# Explosion Proof fixture clasification



## GCtony (Apr 24, 2013)

I need to write a spec for a couple light fixtures and a light switch for a small exterior structure that will give shelter from the weather while the people fuel vehicles. (gas) The building is somewhat enclosed on three sides, the open side has a large overhang 10' above grade that you would park the vehicle under while fueling. Kind of like a car port but three sides have walls that run from 18" off the ground to the roof so it will have good ventalation. (I think it looks like a goat barn)  This structure will be built around an existing gas pump. When complete the pump will be under this shelter.

When researching "Explosion Proof" light fixtures and switches, different UL clasifications are mentioned. Class 1, Div. 1 and 2. They also mention Class 2, div. 1 and 2.  I looked at the UL website that was pretty much worthless and a search under NFPA was just as helpful.  I found a good page from OSHA that did a pretty good job explaining it to me but left me with even more questions. Hazardous (Classified) Locations

Quote:

Hazardous locations are classified in three ways by the National Electrical Code: TYPE, CONDITION, and NATURE.

There are three types of hazardous conditions: Class I - gas and vapor, Class II - dust, and Class III - fibers and flyings.

There are two kinds of hazardous conditions: Division 1 - normal, and Division 2 - abnormal.

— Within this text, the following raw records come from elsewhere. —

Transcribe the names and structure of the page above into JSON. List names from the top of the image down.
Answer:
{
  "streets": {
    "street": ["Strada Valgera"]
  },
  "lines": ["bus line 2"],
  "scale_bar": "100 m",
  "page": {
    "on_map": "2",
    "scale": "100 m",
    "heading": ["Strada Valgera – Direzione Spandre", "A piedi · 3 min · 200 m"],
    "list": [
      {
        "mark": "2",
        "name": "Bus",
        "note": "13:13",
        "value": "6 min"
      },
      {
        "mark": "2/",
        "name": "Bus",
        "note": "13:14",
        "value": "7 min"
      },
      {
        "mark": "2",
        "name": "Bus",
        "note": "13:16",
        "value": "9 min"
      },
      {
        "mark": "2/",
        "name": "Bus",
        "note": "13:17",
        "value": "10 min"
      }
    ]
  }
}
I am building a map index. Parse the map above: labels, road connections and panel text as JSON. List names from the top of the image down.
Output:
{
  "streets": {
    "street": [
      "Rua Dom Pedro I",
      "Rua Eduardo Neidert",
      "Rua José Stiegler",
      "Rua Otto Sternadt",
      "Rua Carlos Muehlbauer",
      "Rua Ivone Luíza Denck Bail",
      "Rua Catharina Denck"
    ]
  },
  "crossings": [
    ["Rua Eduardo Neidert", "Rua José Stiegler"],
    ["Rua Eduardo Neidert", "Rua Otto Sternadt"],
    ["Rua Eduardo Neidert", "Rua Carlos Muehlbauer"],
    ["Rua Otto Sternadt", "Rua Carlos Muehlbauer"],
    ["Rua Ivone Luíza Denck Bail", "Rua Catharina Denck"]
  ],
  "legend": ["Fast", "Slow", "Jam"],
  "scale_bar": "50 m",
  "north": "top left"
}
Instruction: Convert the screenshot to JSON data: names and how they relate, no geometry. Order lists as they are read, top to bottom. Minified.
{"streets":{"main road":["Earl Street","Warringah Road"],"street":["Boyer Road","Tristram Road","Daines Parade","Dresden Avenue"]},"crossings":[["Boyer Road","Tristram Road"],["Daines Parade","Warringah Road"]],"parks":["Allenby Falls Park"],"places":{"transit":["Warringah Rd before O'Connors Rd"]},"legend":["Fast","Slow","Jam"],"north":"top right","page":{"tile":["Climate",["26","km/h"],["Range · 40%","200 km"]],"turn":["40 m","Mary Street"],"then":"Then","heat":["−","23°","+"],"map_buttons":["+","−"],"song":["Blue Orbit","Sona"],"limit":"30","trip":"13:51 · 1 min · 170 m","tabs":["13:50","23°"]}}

And finally, there is the nature of the hazardous substance . . . where we find Groups A, B, C, and D in Class I locations, and, in Class II locations: Groups E, F, and G.

Now for my questions:

1) Am I correct in understanding that a gas pump area as described above would be Class 1 - Div. 2 - D

2) When I specify a light fixture and light switch, am I correct in specing  "... required to be Class 1 Div. 2 explosion proof" ?

3) What is the difference between "vapor proof" and "explosion proof"?

4) These fixtures will be under cover so will they need to be moisture resistent along with conduit?

What did I miss? Anything special that needs to happen with raceways, wiring methods? NEC code section I should referance?

For the Sparky's, is there such a thing as a simple incandecent light fixture, Class 1 Div 2D that is also suitable for oudoor use?  When I called the supply house, I got the "WTH are you talking about" silence from the sales expert.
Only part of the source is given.